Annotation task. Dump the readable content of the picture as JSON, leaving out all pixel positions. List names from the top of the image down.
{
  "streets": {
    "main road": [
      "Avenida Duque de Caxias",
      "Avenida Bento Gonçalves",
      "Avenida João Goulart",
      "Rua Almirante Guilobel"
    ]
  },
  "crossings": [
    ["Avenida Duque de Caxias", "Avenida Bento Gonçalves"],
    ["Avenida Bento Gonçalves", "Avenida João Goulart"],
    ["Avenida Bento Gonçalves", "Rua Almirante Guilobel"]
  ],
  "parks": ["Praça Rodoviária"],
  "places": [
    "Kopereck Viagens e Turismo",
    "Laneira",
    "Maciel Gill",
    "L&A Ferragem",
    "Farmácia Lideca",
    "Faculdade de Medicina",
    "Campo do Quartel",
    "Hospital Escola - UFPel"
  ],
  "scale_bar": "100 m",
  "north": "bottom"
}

☆ ☆ ☆

Work task: Output all of the records above unchanged.

Solution:
Annotation task. Dump the readable content of the picture as JSON, leaving out all pixel positions. List names from the top of the image down.
{
  "streets": {
    "main road": [
      "Avenida Duque de Caxias",
      "Avenida Bento Gonçalves",
      "Avenida João Goulart",
      "Rua Almirante Guilobel"
    ]
  },
  "crossings": [
    ["Avenida Duque de Caxias", "Avenida Bento Gonçalves"],
    ["Avenida Bento Gonçalves", "Avenida João Goulart"],
    ["Avenida Bento Gonçalves", "Rua Almirante Guilobel"]
  ],
  "parks": ["Praça Rodoviária"],
  "places": [
    "Kopereck Viagens e Turismo",
    "Laneira",
    "Maciel Gill",
    "L&A Ferragem",
    "Farmácia Lideca",
    "Faculdade de Medicina",
    "Campo do Quartel",
    "Hospital Escola - UFPel"
  ],
  "scale_bar": "100 m",
  "north": "bottom"
}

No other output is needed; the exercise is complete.